**TASK BRIEF**
In the material below, find every line with "secondary" and pull it out.

**DATA TO PROCESS**
*** Block opens ***

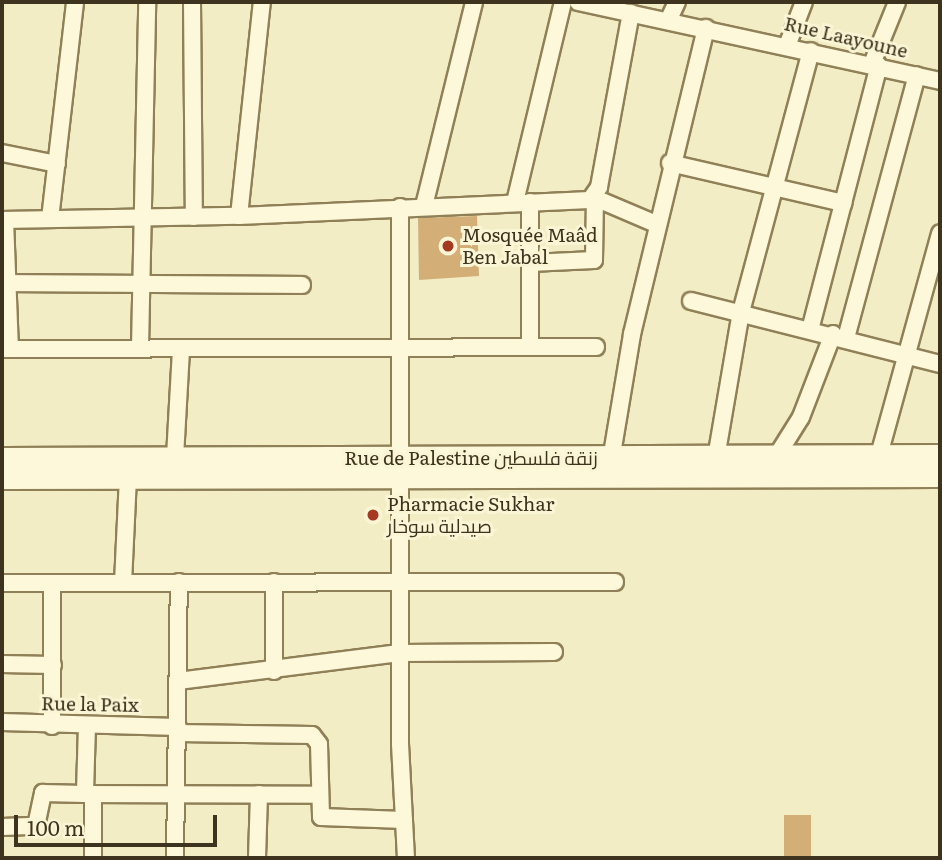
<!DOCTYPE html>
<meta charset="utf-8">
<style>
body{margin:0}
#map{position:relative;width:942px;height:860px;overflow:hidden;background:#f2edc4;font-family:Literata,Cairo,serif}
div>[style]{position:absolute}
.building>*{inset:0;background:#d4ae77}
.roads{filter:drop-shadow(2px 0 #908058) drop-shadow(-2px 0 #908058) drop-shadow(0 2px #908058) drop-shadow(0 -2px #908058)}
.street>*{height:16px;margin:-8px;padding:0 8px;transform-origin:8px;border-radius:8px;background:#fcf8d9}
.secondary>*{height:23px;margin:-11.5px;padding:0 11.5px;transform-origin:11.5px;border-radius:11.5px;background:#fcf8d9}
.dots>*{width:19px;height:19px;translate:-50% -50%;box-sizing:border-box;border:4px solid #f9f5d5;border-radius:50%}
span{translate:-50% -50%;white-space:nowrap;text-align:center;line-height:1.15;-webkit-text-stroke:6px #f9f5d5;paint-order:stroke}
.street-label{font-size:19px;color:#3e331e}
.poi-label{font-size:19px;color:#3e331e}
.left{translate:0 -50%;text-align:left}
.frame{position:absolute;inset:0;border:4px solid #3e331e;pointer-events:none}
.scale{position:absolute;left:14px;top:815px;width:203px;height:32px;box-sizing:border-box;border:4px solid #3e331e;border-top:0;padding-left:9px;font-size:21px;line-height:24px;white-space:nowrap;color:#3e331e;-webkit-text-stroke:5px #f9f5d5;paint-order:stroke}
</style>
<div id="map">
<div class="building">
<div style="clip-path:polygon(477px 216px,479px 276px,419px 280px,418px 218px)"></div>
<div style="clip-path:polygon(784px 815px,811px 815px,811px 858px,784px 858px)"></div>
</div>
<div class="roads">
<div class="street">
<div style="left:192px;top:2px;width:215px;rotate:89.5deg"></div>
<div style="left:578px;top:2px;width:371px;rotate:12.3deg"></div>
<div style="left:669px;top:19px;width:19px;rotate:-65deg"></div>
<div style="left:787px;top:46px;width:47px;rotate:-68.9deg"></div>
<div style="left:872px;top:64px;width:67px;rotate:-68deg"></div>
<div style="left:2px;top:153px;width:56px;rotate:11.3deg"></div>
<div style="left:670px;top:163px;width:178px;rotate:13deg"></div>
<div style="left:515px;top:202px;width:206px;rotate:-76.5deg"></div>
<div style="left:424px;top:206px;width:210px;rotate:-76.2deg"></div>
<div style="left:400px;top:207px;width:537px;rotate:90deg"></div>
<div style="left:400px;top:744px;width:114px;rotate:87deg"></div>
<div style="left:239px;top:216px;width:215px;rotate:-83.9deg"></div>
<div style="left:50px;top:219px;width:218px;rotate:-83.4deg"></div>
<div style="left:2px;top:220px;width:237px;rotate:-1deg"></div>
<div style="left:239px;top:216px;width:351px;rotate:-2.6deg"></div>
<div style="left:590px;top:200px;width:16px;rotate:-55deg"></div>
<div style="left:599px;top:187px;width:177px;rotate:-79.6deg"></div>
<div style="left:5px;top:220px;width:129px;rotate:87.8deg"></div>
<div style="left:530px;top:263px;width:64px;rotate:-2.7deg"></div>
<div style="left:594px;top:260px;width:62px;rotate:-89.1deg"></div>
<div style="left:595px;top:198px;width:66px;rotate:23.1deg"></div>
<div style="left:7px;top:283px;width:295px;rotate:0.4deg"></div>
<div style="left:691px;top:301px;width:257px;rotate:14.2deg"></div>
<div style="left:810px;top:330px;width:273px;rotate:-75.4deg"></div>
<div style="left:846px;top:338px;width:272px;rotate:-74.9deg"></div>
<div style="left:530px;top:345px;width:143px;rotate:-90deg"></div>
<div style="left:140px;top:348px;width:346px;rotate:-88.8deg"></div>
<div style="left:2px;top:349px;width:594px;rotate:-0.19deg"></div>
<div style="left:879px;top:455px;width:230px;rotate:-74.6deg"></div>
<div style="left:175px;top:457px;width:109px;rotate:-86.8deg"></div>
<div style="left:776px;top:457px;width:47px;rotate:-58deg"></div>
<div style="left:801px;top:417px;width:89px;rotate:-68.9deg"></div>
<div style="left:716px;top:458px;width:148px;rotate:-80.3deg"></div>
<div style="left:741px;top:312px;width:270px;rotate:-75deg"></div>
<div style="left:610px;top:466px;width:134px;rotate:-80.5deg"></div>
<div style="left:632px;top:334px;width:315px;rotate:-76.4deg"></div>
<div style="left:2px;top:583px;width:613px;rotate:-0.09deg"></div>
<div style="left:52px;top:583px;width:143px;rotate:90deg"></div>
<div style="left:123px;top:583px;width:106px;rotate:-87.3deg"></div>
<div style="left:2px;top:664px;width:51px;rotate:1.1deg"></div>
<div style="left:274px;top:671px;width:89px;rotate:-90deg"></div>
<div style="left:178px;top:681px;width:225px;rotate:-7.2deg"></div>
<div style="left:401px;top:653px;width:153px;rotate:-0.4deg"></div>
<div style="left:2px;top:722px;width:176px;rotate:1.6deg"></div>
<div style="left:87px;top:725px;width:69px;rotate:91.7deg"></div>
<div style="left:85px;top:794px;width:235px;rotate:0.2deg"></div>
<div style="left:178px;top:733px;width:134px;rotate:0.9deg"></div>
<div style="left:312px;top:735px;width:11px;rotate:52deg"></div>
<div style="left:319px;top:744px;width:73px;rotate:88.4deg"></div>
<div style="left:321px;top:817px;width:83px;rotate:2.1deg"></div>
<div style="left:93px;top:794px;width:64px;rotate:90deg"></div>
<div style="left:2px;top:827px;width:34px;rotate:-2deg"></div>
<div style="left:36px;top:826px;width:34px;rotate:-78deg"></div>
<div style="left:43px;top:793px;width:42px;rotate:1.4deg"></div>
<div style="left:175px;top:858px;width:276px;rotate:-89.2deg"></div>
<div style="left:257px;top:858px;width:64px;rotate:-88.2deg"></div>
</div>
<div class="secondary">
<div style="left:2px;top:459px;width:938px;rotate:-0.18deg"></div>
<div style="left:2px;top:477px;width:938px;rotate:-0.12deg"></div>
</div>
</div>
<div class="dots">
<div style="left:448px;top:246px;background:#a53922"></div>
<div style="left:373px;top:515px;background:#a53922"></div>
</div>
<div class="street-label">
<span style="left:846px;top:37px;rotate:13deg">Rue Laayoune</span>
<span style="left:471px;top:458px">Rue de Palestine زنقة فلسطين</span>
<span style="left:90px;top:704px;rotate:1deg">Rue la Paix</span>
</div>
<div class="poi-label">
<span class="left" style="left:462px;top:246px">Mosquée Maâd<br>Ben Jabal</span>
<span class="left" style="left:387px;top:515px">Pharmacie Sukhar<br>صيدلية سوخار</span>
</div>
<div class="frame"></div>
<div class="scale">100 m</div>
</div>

*** Block closes ***

**THE ANSWER**
.secondary>*{height:23px;margin:-11.5px;padding:0 11.5px;transform-origin:11.5px;border-radius:11.5px;background:#fcf8d9}
<div class="secondary">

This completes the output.